2. The function f is defined as follows
f(x)={4+2x if x<0
{x^2 if x>0
a) Find the domain of the function
b) Locate any intercepts
c) Graph function
d) Based on graph find range
e) Is f continuous on its domain?
a) The domain of the function f is
To find the domain of the function f, we need to determine the set of all values of x for which the function is defined.
a) Domain:
In this case, the function f is defined for all real numbers except 0 because there is no rule defined for x=0. Therefore, the domain of the function f is (-∞, 0) U (0, ∞).
b) Intercepts:
To find the intercepts of the function, we need to determine the values of x for which f(x) equals zero.
For f(x) = 0,
If x < 0, then 4 + 2x = 0
Solving this equation, we get x = -2 as the intercept.
If x > 0, then x^2 = 0
Solving this equation, we get x = 0 as the intercept.
Therefore, the function has intercepts at x = -2 and x = 0.
c) Graph:
To graph the function f, we can plot points for different values of x, considering the defined rules for x < 0 and x > 0.
For x < 0, f(x) = 4 + 2x.
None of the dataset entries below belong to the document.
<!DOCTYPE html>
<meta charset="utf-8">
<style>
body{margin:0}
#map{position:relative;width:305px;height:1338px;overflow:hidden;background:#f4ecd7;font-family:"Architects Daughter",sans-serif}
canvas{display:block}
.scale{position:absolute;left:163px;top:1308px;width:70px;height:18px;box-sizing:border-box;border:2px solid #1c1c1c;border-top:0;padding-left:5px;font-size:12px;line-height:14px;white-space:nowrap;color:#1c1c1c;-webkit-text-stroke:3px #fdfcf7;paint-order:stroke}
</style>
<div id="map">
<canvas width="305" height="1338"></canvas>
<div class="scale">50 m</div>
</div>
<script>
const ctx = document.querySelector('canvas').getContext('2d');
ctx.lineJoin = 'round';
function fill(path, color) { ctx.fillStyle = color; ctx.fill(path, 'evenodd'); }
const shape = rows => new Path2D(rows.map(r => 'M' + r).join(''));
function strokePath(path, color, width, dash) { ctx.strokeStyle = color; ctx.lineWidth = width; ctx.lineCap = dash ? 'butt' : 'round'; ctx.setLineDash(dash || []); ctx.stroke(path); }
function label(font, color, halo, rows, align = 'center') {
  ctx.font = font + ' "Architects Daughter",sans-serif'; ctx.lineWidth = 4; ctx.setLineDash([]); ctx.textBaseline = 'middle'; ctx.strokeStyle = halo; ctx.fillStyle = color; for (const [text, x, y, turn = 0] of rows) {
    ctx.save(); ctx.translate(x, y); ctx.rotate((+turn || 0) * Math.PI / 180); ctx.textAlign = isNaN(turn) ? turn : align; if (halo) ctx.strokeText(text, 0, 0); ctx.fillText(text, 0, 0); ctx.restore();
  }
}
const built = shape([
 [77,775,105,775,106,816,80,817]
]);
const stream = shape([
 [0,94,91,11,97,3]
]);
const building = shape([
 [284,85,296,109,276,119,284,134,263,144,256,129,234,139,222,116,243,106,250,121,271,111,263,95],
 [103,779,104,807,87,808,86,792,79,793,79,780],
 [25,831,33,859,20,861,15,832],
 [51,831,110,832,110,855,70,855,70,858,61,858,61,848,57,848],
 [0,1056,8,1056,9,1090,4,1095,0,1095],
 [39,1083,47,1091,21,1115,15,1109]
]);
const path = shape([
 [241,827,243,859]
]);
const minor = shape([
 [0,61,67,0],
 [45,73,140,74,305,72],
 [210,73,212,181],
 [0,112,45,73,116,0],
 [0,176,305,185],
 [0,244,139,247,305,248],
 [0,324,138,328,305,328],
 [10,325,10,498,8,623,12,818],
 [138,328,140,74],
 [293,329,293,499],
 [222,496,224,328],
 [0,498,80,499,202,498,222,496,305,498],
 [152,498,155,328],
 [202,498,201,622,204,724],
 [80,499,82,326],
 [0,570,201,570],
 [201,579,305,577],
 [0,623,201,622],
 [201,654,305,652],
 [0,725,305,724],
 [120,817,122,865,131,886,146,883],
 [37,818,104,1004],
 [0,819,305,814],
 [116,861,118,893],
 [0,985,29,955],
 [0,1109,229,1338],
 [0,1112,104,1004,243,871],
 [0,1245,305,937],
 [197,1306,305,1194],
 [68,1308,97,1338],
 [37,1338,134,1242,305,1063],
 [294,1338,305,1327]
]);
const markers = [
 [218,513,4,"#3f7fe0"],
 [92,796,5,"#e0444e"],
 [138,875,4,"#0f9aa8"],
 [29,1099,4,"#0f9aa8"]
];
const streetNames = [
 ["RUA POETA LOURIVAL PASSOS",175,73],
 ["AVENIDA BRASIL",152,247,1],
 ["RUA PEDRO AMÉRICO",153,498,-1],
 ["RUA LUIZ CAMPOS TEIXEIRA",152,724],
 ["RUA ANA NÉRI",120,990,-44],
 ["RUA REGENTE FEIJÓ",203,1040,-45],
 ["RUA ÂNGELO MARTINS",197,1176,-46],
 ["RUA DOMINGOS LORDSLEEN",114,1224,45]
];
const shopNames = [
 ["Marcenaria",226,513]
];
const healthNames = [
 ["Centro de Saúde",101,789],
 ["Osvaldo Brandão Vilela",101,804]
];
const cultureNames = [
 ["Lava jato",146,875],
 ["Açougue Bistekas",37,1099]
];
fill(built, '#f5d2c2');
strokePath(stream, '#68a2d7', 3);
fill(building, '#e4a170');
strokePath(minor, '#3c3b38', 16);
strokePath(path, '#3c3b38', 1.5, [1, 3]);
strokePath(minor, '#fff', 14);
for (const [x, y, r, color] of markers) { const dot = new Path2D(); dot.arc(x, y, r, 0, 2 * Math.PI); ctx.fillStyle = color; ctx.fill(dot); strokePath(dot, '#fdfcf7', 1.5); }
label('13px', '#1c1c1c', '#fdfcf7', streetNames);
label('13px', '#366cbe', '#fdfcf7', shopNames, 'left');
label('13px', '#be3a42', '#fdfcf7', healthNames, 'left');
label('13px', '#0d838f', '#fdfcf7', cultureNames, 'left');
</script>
We can choose some x values less than 0, substitute them into the equation, and plot the corresponding points on a graph.
For x > 0, f(x) = x^2. We can choose some x values greater than 0, substitute them into the equation, and plot the corresponding points on a graph.
Joining the plotted points, we can draw a graph of the function f.
d) Range:
To determine the range of the function, we need to analyze the graph.
From the graph, we can see that the range of the function f is [0, ∞) because the function takes all values greater than or equal to 0.
e) Continuity:
The function f is continuous on its domain except at x = 0, as there is a jump in the graph from 0 to a positive value.
In summary:
a) The domain of the function f is (-∞, 0) U (0, ∞).
b) The intercepts of the function are at x = -2 and x = 0.
c) The graph of the function f can be plotted by considering the rules for x < 0 and x > 0.
d) The range of the function is [0, ∞).
e) The function f is not continuous at x = 0.